(Excerpts from a dataset)
..............................

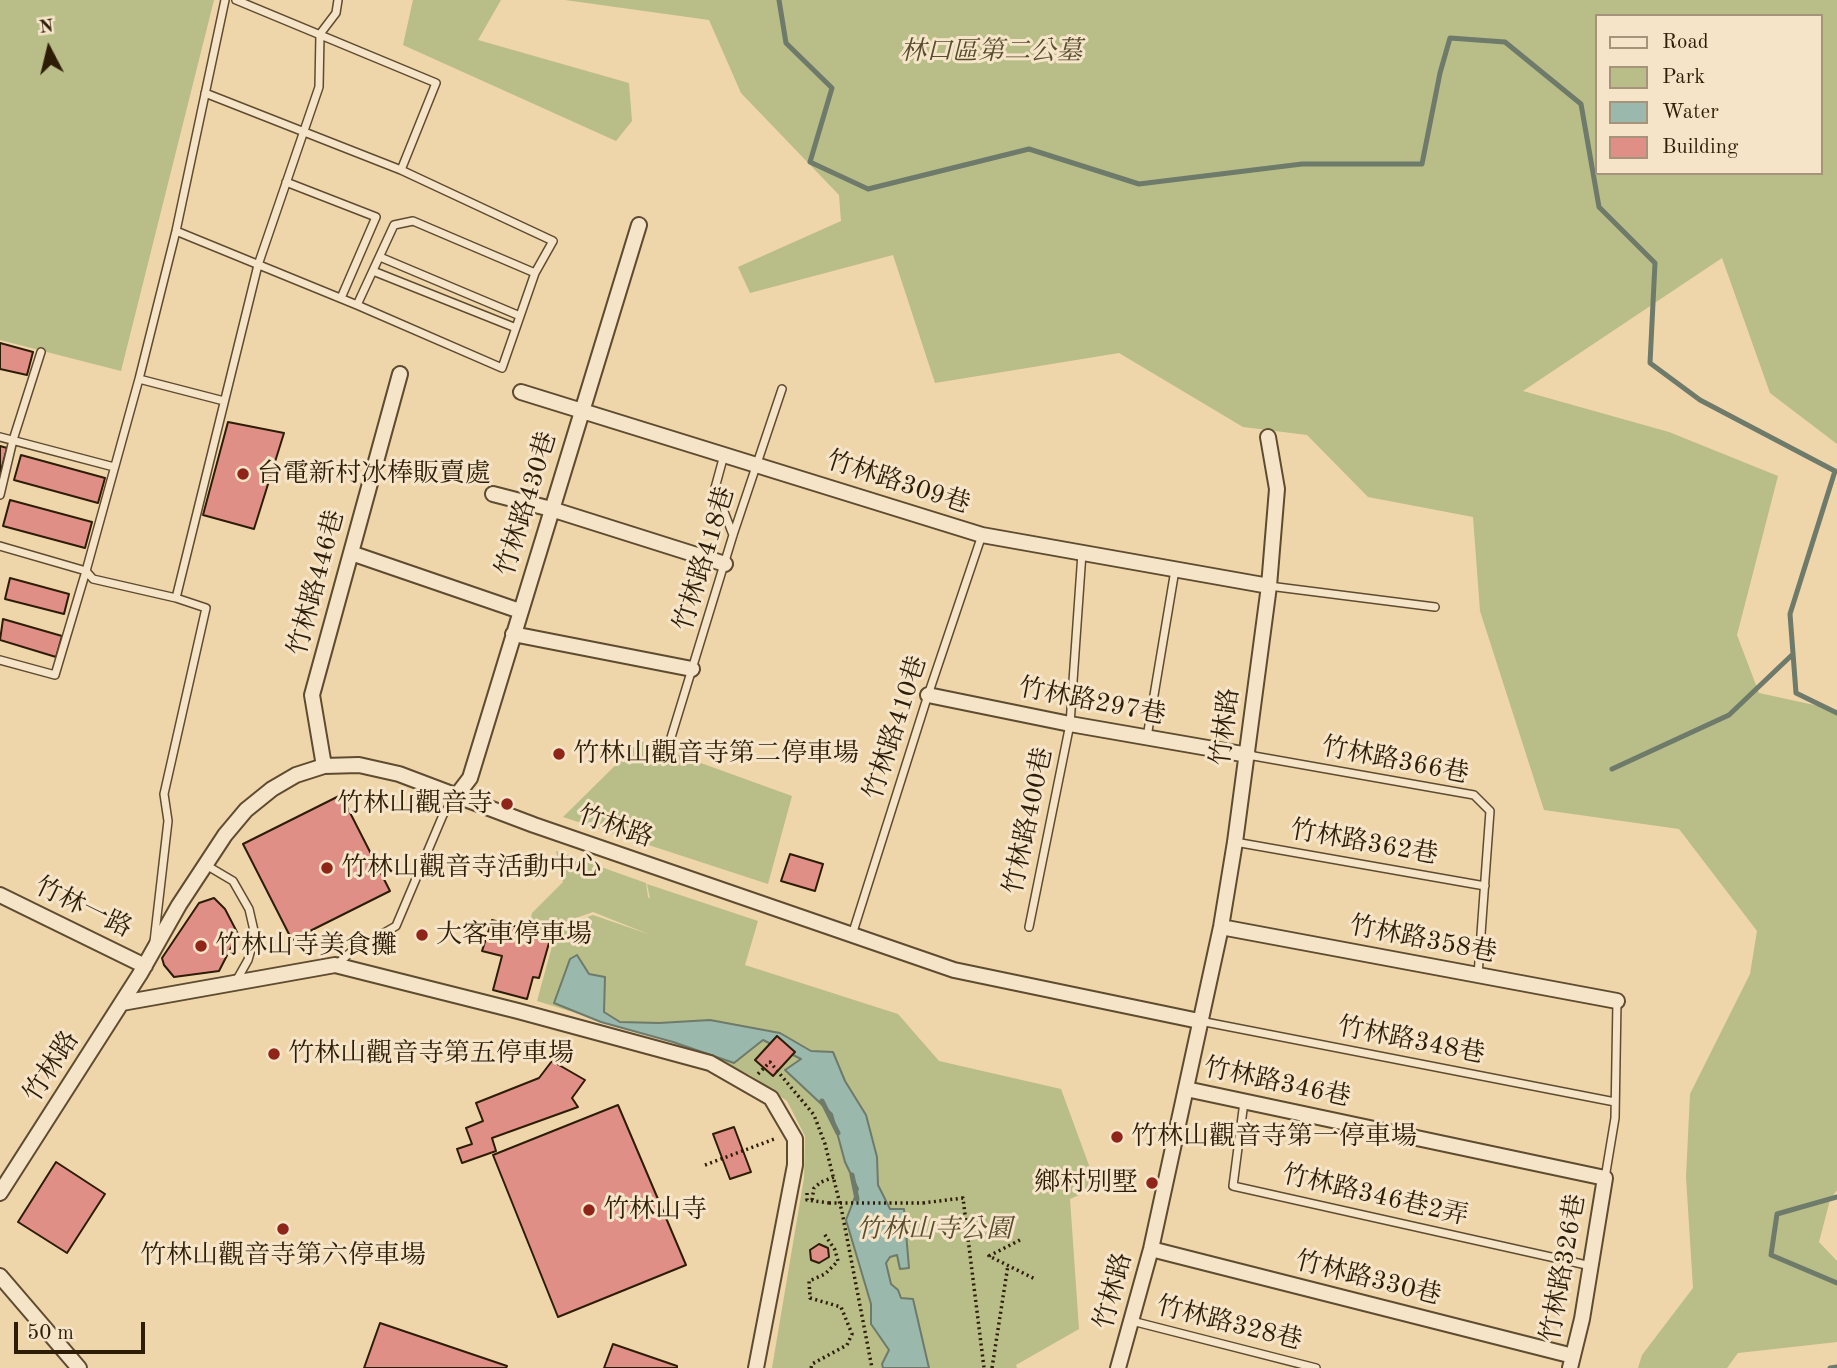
<!DOCTYPE html>
<meta charset="utf-8">
<style>
body{margin:0}
#map{position:relative;width:1837px;height:1368px;overflow:hidden;background:#efd5aa;font-family:"Old Standard TT",serif}
canvas{display:block}
.legend{position:absolute;left:1595px;top:14px;width:228px;height:161px;box-sizing:border-box;background:#f5e4c8;border:2px solid #a5947b;margin:0;padding:9px 12px;list-style:none;font-size:21px;color:#2d1d07}
.legend li{display:flex;align-items:center;gap:14px;height:35px}
.legend b{width:35px;border:2px solid #a5947b}
.north{position:absolute;left:14px;top:14px;width:70px;height:70px;-webkit-text-stroke:5px #f5e4c8;paint-order:stroke;rotate:353deg;font-size:19px;font-weight:700;line-height:28px;text-align:center;color:#2d1d07}
.north::after{content:'';display:block;margin:auto;width:24px;height:32px;background:#2d1d07;clip-path:polygon(50% 0,100% 100%,50% 72%,0 100%)}
.scale{position:absolute;left:14px;top:1322px;width:131px;height:32px;box-sizing:border-box;border:4px solid #2d1d07;border-top:0;padding-left:9px;font-size:21px;line-height:24px;white-space:nowrap;color:#2d1d07;-webkit-text-stroke:5px #f5e4c8;paint-order:stroke}
</style>
<div id="map">
<canvas width="1837" height="1368"></canvas>
<ul class="legend">
<li><b style="height:9px;background:#f5e4c8"></b>Road</li>
<li><b style="height:19px;background:#b9bd88"></b>Park</li>
<li><b style="height:19px;background:#9ab8ac"></b>Water</li>
<li><b style="height:19px;background:#e08f86"></b>Building</li>
</ul>
<div class="north">N</div>
<div class="scale">50 m</div>
</div>
<script>
const context = document.querySelector('canvas').getContext('2d');
context.lineJoin = 'round';
function fill(path, color) { context.fillStyle = color; context.fill(path, 'evenodd'); }
const toPath = rows => new Path2D(rows.map(r => 'M' + r).join(''));
function strokePath(path, color, width, dash) { context.strokeStyle = color; context.lineWidth = width; context.lineCap = dash ? 'butt' : 'round'; context.setLineDash(dash || []); context.stroke(path); }
function label(font, color, halo, rows, align = 'center') {
  context.font = font + ' "Old Standard TT","Noto Serif TC",serif'; context.lineWidth = 6; context.setLineDash([]); context.textBaseline = 'middle'; context.strokeStyle = halo; context.fillStyle = color; for (const [text, x, y, turn = 0] of rows) {
    context.save(); context.translate(x, y); context.rotate((+turn || 0) * Math.PI / 180); context.textAlign = isNaN(turn) ? turn : align; if (halo) context.strokeText(text, 0, 0); context.fillText(text, 0, 0); context.restore();
  }
}
const green = toPath([
 [0,0,214,0,121,371,0,340],
 [413,0,501,0,478,40,629,83,632,121,616,141,403,45],
 [565,0,1837,0,1837,444,1770,393,1722,258,1523,391,1669,432,1778,476,1737,635,1759,693,1837,710,1837,1190,1830,1200,1819,1242,1837,1261,1837,1342,1738,1353,1727,1368,1638,1368,1642,1355,1693,1288,1686,1177,1690,1094,1750,974,1757,931,1679,829,1544,810,1480,611,1473,517,1368,497,1307,435,1243,427,1119,353,935,383,893,255,750,293,738,267,841,221,839,195,741,93,709,20],
 [1597,16,1821,16,1821,173,1597,173],
 [640,741,792,796,768,884,563,817],
 [556,851,646,883,648,897,650,899,647,884,758,921,745,965,898,1014,939,1061,1061,1089,1097,1187,1070,1199,1079,1329,1016,1365,1017,1368,772,1368,804,1178,805,1136,787,1101,750,1075,693,1049,537,1001,557,928,593,915,651,935,593,912,556,925,553,936,529,930,532,913,563,882]
]);
const water = toPath([
 [577,955,589,974,605,977,604,1012,620,1022,659,1023,710,1020,780,1033,811,1051,833,1052,845,1081,866,1115,877,1157,878,1185,890,1209,904,1209,909,1268,900,1269,897,1255,890,1257,886,1263,891,1284,898,1290,901,1298,913,1299,929,1368,883,1368,882,1364,889,1350,871,1324,871,1304,846,1220,858,1189,845,1162,832,1114,785,1070,801,1059,763,1040,734,1063,673,1042,601,1022,554,1003,570,959,577,955]
]);
const stream = toPath([
 [779,0,786,43,832,88,810,162,868,189,1029,149,1139,184,1302,164,1422,164,1440,73,1450,38,1505,42,1581,104,1599,207,1655,263,1650,363,1700,400,1835,471,1790,614,1796,693,1837,713],
 [1612,769,1729,715,1793,654],
 [822,1101,838,1133],
 [852,1175,857,1199],
 [1837,1197,1777,1214,1771,1255,1837,1283],
 [1830,1368,1837,1367]
]);
const building = toPath([
 [0,343,33,352,27,375,0,369,0,343],
 [228,422,284,433,254,529,203,515,228,422],
 [0,446,7,448,0,474,0,446],
 [21,455,105,478,98,503,14,480,21,455],
 [10,500,92,522,85,548,3,526,10,500],
 [10,578,69,594,64,614,5,599,10,578],
 [3,619,62,636,56,657,0,640,3,619],
 [341,795,390,891,292,940,243,844,341,795],
 [790,854,823,864,815,891,781,881,790,854],
 [214,898,225,909,238,934,219,971,174,977,164,965,162,958,199,903,214,898],
 [492,920,551,936,539,978,533,977,527,999,493,990,502,956,482,951,492,920],
 [777,1036,795,1052,773,1076,755,1060,777,1036],
 [552,1061,585,1080,572,1098,578,1107,492,1138,496,1151,462,1163,457,1149,472,1144,466,1128,483,1121,476,1103,539,1078,552,1061],
 [618,1105,686,1265,558,1317,493,1155,618,1105],
 [734,1127,751,1172,730,1179,713,1134,734,1127],
 [56,1162,105,1194,67,1253,18,1222,56,1162],
 [819,1244,828,1248,829,1257,819,1263,811,1260,810,1250,819,1244],
 [380,1323,507,1366,506,1368,364,1368,380,1323],
 [613,1344,677,1366,677,1368,604,1368,613,1344]
]);
const path = toPath([
 [758,1074,770,1062,814,1115,825,1144,842,1212,872,1368],
 [705,1165,777,1138],
 [807,1193,807,1200,829,1203],
 [812,1200,814,1188,821,1182,834,1177],
 [923,1203,963,1198,984,1368],
 [1020,1240,989,1256,1035,1279],
 [811,1368,812,1364,847,1345,852,1334,841,1307,810,1298,809,1281,825,1274,838,1261,835,1250,823,1232],
 [992,1368,1008,1265]
]);
const lane = toPath([
 [205,93,401,170],
 [286,182,376,217,341,298],
 [176,231,357,305,502,368,535,273,553,241,401,170,436,83,236,0],
 [380,257,520,316],
 [373,271,516,328],
 [357,305,394,225,413,221,535,273],
 [139,379,224,401],
 [0,437,114,467],
 [724,455,715,488,733,535],
 [0,495,13,440,41,352],
 [0,546,86,571,139,379,176,231,225,0],
 [1269,586,1435,607],
 [176,598,258,265,319,87,320,34,336,13,338,0],
 [0,660,55,675,86,571,93,579,176,598,206,608,164,794,168,821,154,942],
 [1147,737,1175,570],
 [669,744,733,535,782,389],
 [1248,755,1474,795,1490,811,1478,975],
 [1235,842,1485,886],
 [206,865,233,881,249,909,255,935,248,960,235,983],
 [1029,927,1070,724,1082,553],
 [852,935,928,695,982,535],
 [336,965,351,952,396,926,443,815,456,796],
 [1200,1021,1615,1102],
 [1244,1102,1233,1186,1591,1266],
 [1605,1178,1615,1118,1617,1001],
 [1132,1321,1316,1368]
]);
const street = toPath([
 [521,392,982,535,1269,586],
 [493,494,551,509,725,564],
 [351,553,520,611],
 [513,634,692,669],
 [928,695,1070,724,1248,755],
 [324,766,312,695,400,374],
 [457,795,470,778,639,225],
 [0,895,145,966],
 [1221,927,1617,1001],
 [122,1003,335,965,518,1011,710,1063,771,1098,795,1139,795,1165,756,1368],
 [1186,1089,1605,1178,1582,1319,1570,1368],
 [0,1193,140,974,179,905,225,835,246,810,272,789,296,775,324,766,359,765,399,774,534,825,954,970,1199,1021],
 [1151,1249,1573,1356],
 [0,1276,79,1368],
 [1118,1368,1151,1249,1221,927,1235,842,1269,586,1277,489,1268,437]
]);
const pathBridge = toPath([
 [829,1203,923,1203]
]);
const markers = [
 [243,474,7,"#8f2418"],
 [559,754,7,"#8f2418"],
 [507,804,7,"#8f2418"],
 [327,868,7,"#8f2418"],
 [422,935,7,"#8f2418"],
 [201,946,7,"#8f2418"],
 [274,1054,7,"#8f2418"],
 [1117,1137,7,"#8f2418"],
 [1152,1183,7,"#8f2418"],
 [589,1210,7,"#8f2418"],
 [283,1229,7,"#8f2418"]
];
const parkNames = [
 ["林口區第二公墓",991,52],
 ["竹林山寺公園",934,1230]
];
const poiNames = [
 ["台電新村冰棒販賣處",257,474],
 ["竹林山觀音寺第二停車場",573,754],
 ["竹林山觀音寺",493,804,"right"],
 ["竹林山觀音寺活動中心",341,868],
 ["大客車停車場",436,935],
 ["竹林山寺美食攤",215,946],
 ["竹林山觀音寺第五停車場",288,1054],
 ["竹林山觀音寺第一停車場",1131,1137],
 ["鄉村別墅",1138,1183,"right"],
 ["竹林山寺",603,1210],
 ["竹林山觀音寺第六停車場",283,1256,"center"]
];
const streetNames = [
 ["竹林路309巷",898,483,18],
 ["竹林路430巷",527,504,-73],
 ["竹林路418巷",705,559,-73],
 ["竹林路446巷",317,583,-75],
 ["竹林路297巷",1092,702,11],
 ["竹林路",1226,727,-83],
 ["竹林路410巷",896,728,-72],
 ["竹林路366巷",1395,761,11],
 ["竹林路400巷",1029,821,-78],
 ["竹林路",615,827,19],
 ["竹林路362巷",1364,843,10],
 ["竹林一路",83,908,26],
 ["竹林路358巷",1423,940,11],
 ["竹林路348巷",1411,1041,11],
 ["竹林路",52,1067,-57],
 ["竹林路346巷",1277,1083,12],
 ["竹林路346巷2弄",1375,1196,13],
 ["竹林路326巷",1564,1268,-80],
 ["竹林路330巷",1368,1279,14],
 ["竹林路",1114,1291,-75],
 ["竹林路328巷",1229,1324,14]
];
fill(green, '#b9bd88');
fill(water, '#9ab8ac');
strokePath(water, '#6e7a6a', 2);
strokePath(stream, '#6e7a6a', 5);
fill(building, '#e08f86');
strokePath(building, '#2d1d07', 2);
strokePath(lane, '#5e4b30', 10);
strokePath(street, '#5e4b30', 18);
strokePath(path, '#2d1d07', 3.5, [2, 3.5]);
strokePath(lane, '#f5e4c8', 7);
strokePath(street, '#f5e4c8', 14);
strokePath(pathBridge, '#2d1d07', 3.5, [2, 3.5]);
for (const [x, y, r, color] of markers) { const dot = new Path2D(); dot.arc(x, y, r, 0, 2 * Math.PI); context.fillStyle = color; context.fill(dot); strokePath(dot, '#f5e4c8', 2.5); }
label('italic 26px', '#574d2e', '#f5e4c8', parkNames);
label('26px', '#2d1d07', '#f5e4c8', poiNames, 'left');
label('26px', '#2d1d07', '#f5e4c8', streetNames);
</script>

..............................

Task statement
Your answer must be a copy of every line in the data above that holds the string "padding".

Solution for this task
.legend{position:absolute;left:1595px;top:14px;width:228px;height:161px;box-sizing:border-box;background:#f5e4c8;border:2px solid #a5947b;margin:0;padding:9px 12px;list-style:none;font-size:21px;color:#2d1d07}
.scale{position:absolute;left:14px;top:1322px;width:131px;height:32px;box-sizing:border-box;border:4px solid #2d1d07;border-top:0;padding-left:9px;font-size:21px;line-height:24px;white-space:nowrap;color:#2d1d07;-webkit-text-stroke:5px #f5e4c8;paint-order:stroke}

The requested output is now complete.